■ YOUR GOAL: The answer must be an exact printing of every record below, with the pictures omitted.

- Opening Delimiter -

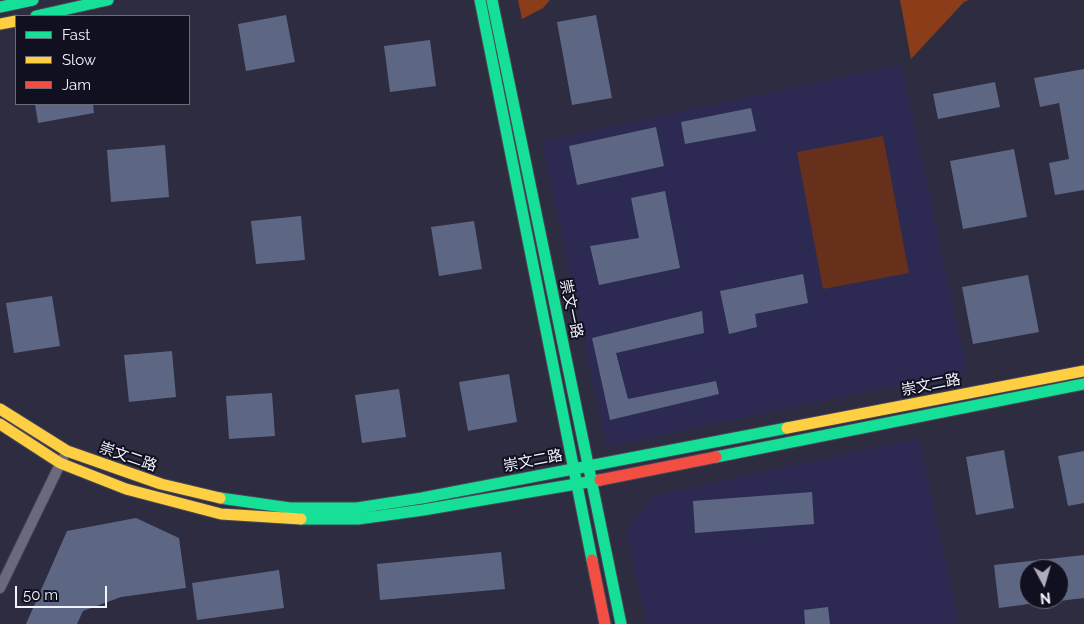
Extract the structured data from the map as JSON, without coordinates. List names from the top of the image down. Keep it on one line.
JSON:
{"streets":{"street":["崇文一路","崇文二路"]},"crossings":[["崇文一路","崇文二路"]],"legend":["Fast","Slow","Jam"],"scale_bar":"50 m","north":"bottom"}
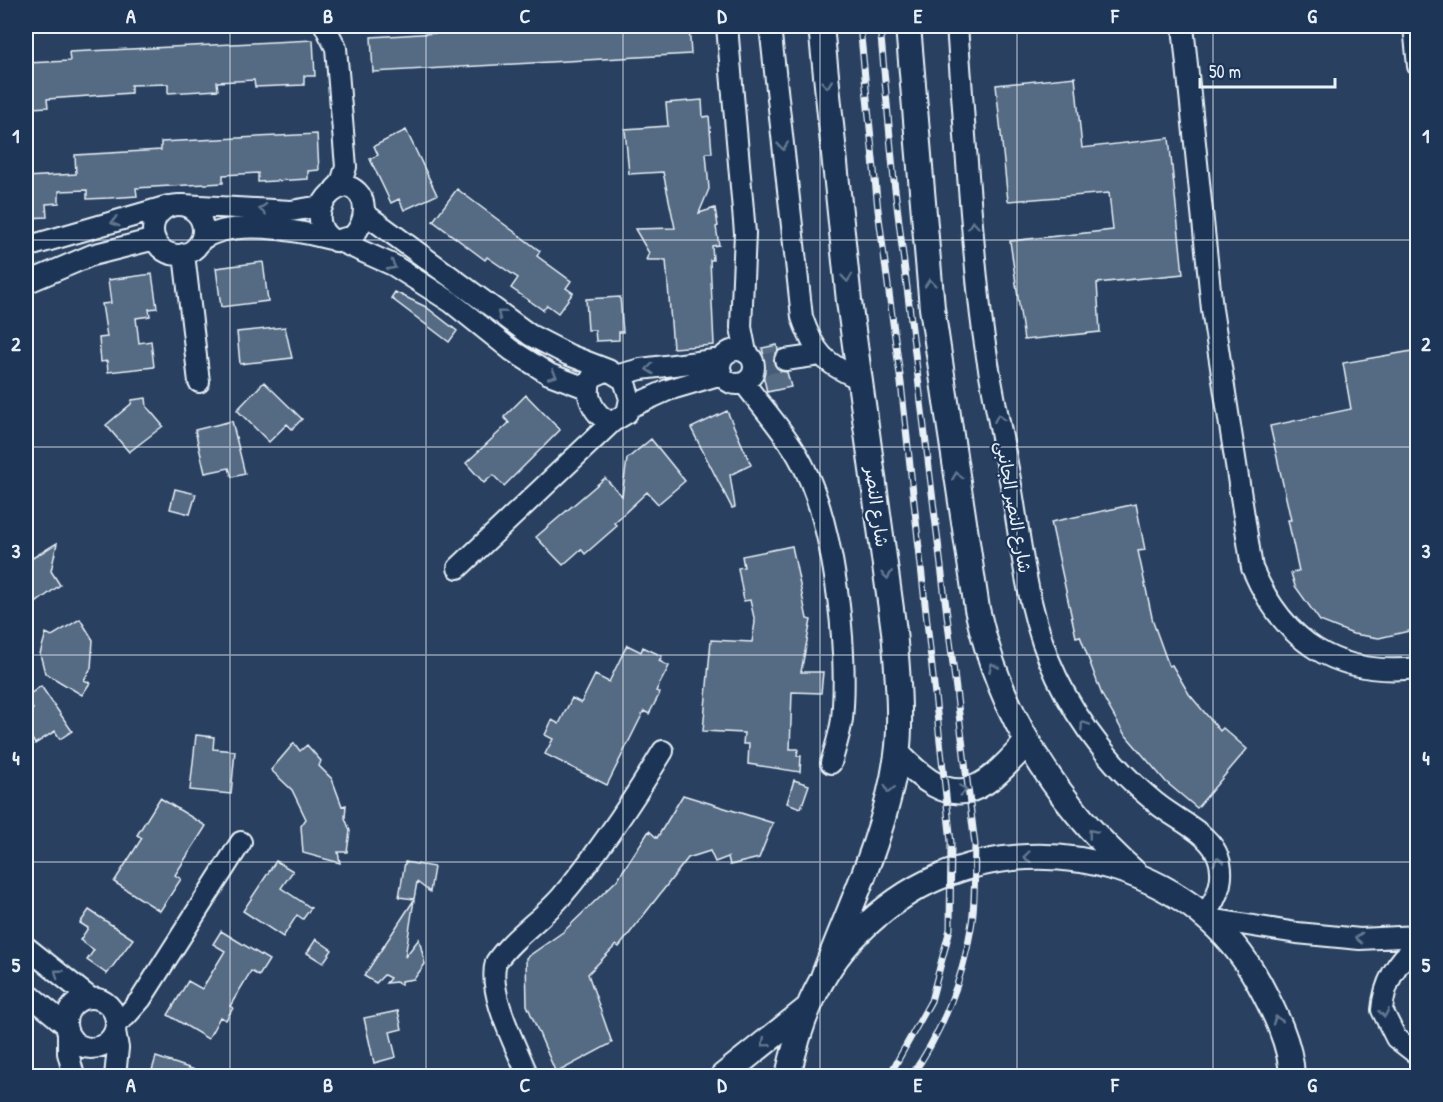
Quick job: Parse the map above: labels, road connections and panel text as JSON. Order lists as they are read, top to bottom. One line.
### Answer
{"streets":{"main road":["شارع النصر"],"street":["شارع النصر الجانبى"]},"one_way":["شارع النصر الجانبى"],"scale_bar":"50 m","grid":{"columns":["A","B","C","D","E","F","G"],"rows":["1","2","3","4","5"]}}
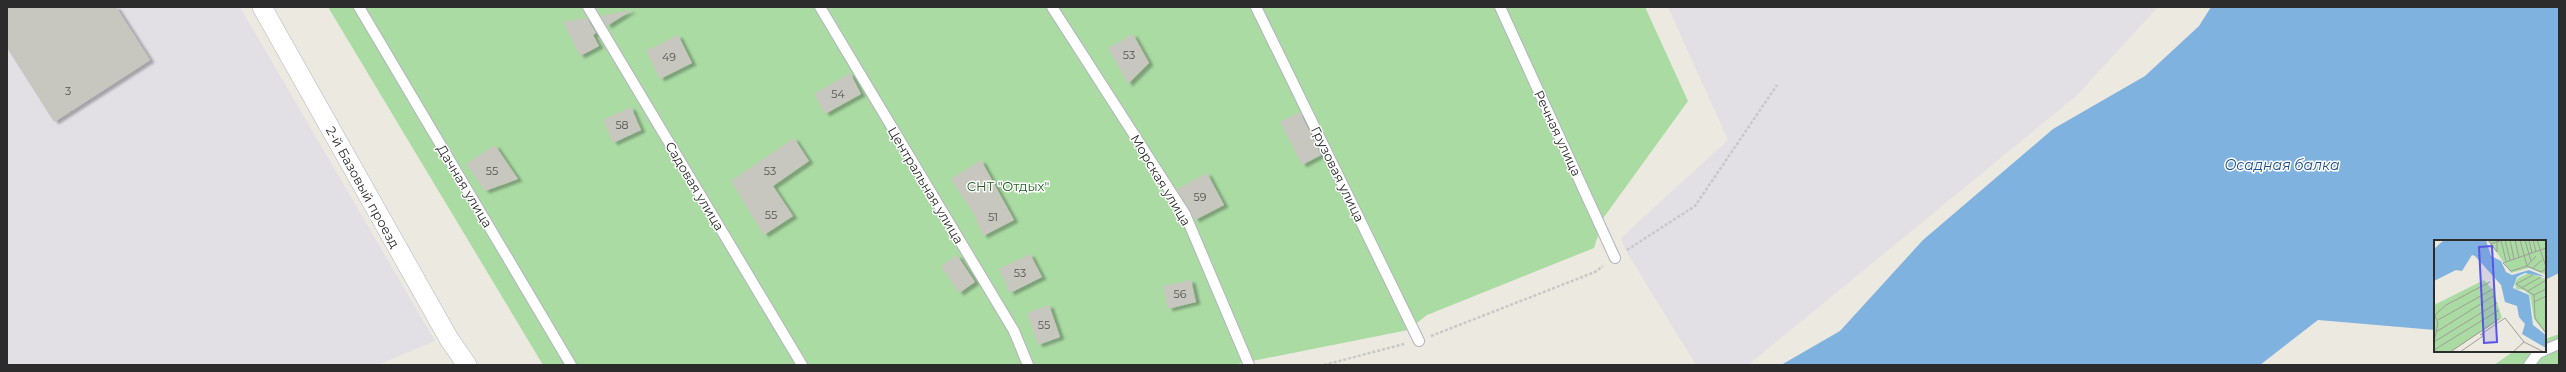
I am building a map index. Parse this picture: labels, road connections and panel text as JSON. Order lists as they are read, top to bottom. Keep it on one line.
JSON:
{"streets":{"street":["2-й Базовый проезд"],"lane":["Речная улица","Грузовая улица","Морская улица","Центральная улица","Дачная улица","Садовая улица"]},"water":["Осадная балка"],"parks":["СНТ \"Отдых\""],"house_numbers":["53","49","3","54","58","55","53","59","55","51","53","56","55"]}
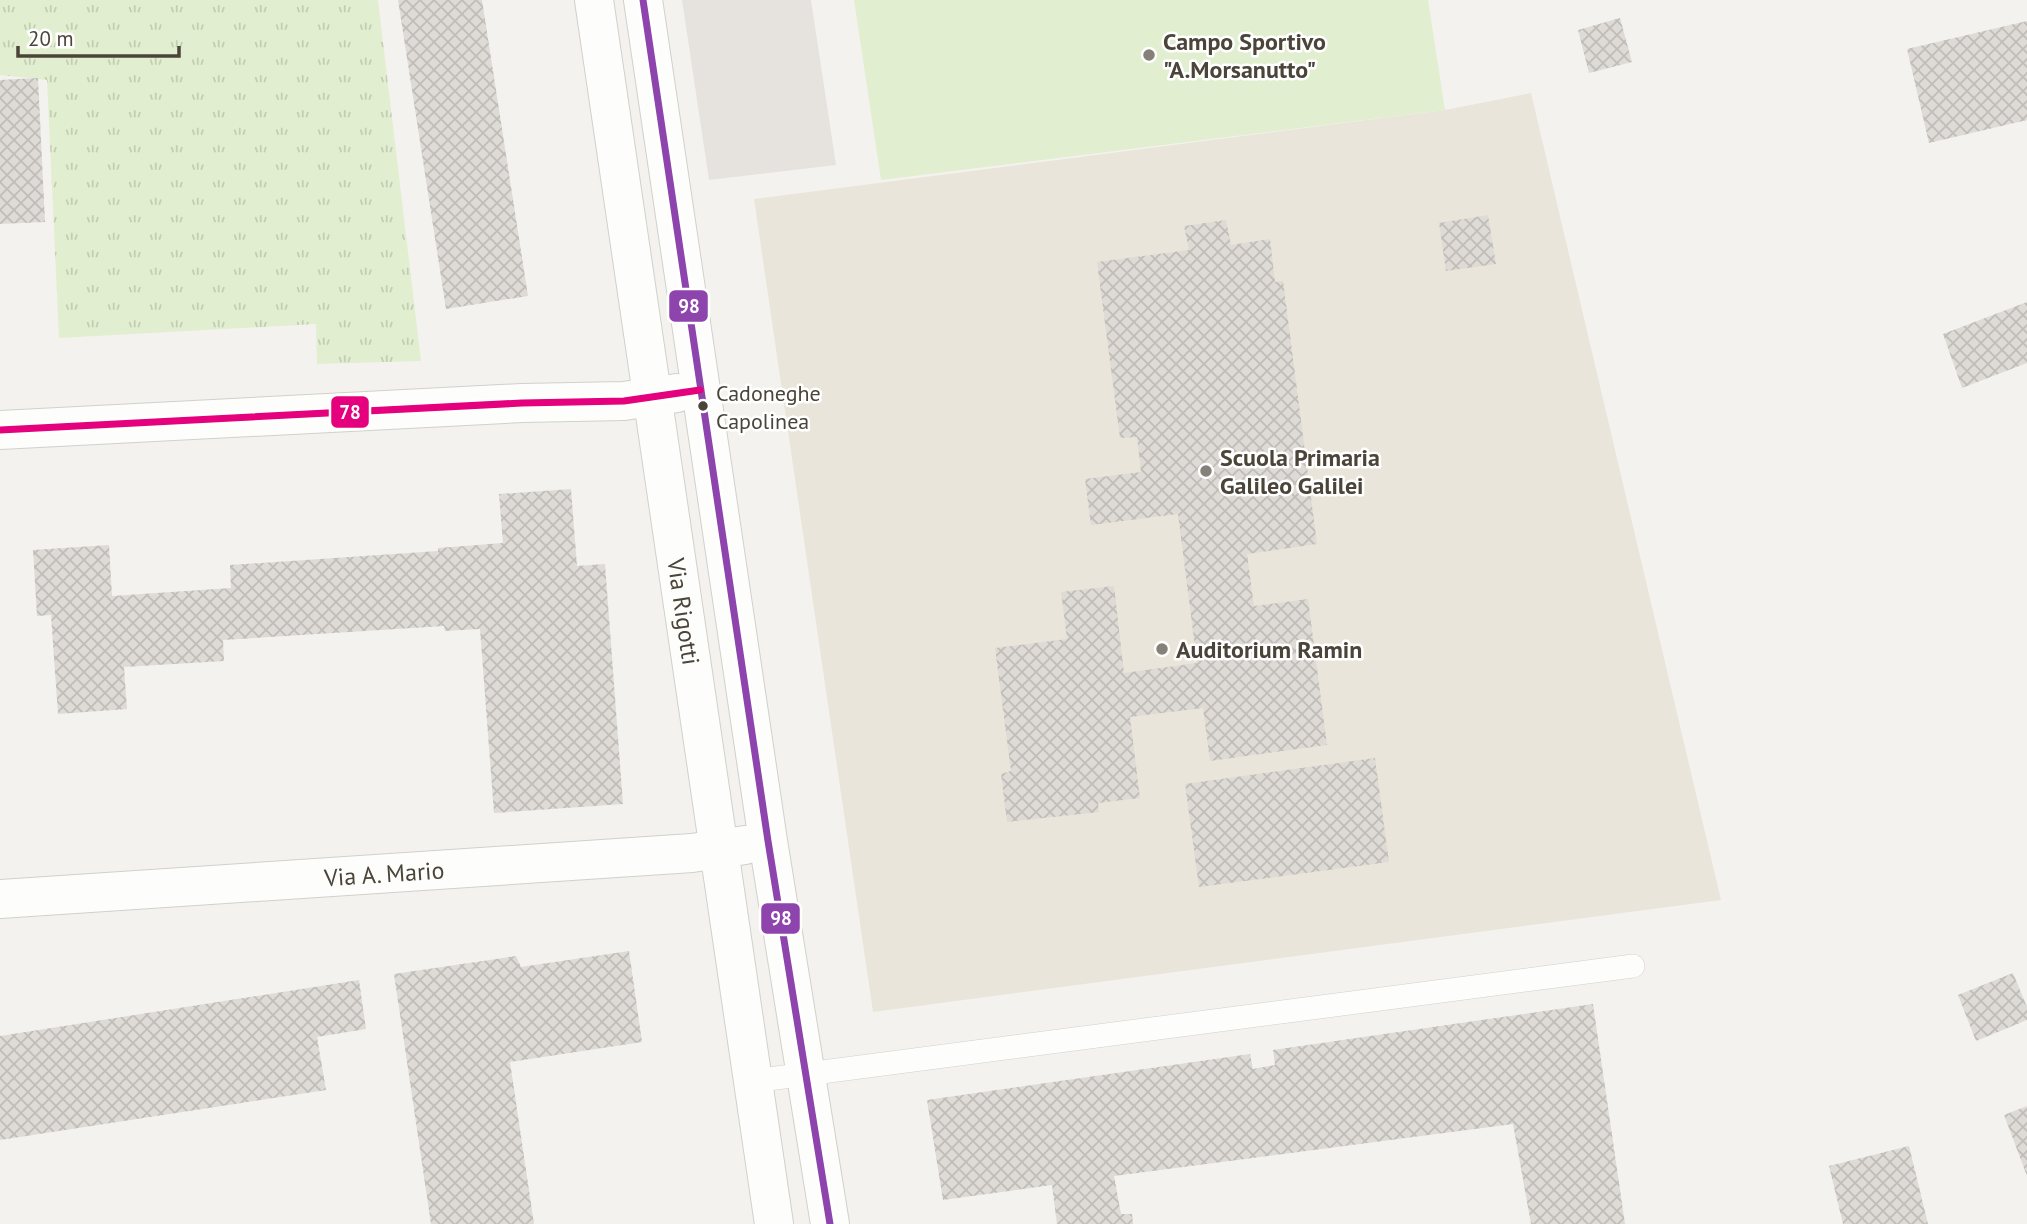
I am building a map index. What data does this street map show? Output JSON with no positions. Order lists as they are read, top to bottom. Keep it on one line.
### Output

- Closing Delimiter -

■ EXERCISE SOLUTION:
Extract the structured data from the map as JSON, without coordinates. List names from the top of the image down. Keep it on one line.
JSON:
{"streets":{"street":["崇文一路","崇文二路"]},"crossings":[["崇文一路","崇文二路"]],"legend":["Fast","Slow","Jam"],"scale_bar":"50 m","north":"bottom"}
Quick job: Parse the map above: labels, road connections and panel text as JSON. Order lists as they are read, top to bottom. One line.
### Answer
{"streets":{"main road":["شارع النصر"],"street":["شارع النصر الجانبى"]},"one_way":["شارع النصر الجانبى"],"scale_bar":"50 m","grid":{"columns":["A","B","C","D","E","F","G"],"rows":["1","2","3","4","5"]}}
I am building a map index. Parse this picture: labels, road connections and panel text as JSON. Order lists as they are read, top to bottom. Keep it on one line.
JSON:
{"streets":{"street":["2-й Базовый проезд"],"lane":["Речная улица","Грузовая улица","Морская улица","Центральная улица","Дачная улица","Садовая улица"]},"water":["Осадная балка"],"parks":["СНТ \"Отдых\""],"house_numbers":["53","49","3","54","58","55","53","59","55","51","53","56","55"]}
I am building a map index. What data does this street map show? Output JSON with no positions. Order lists as they are read, top to bottom. Keep it on one line.
### Output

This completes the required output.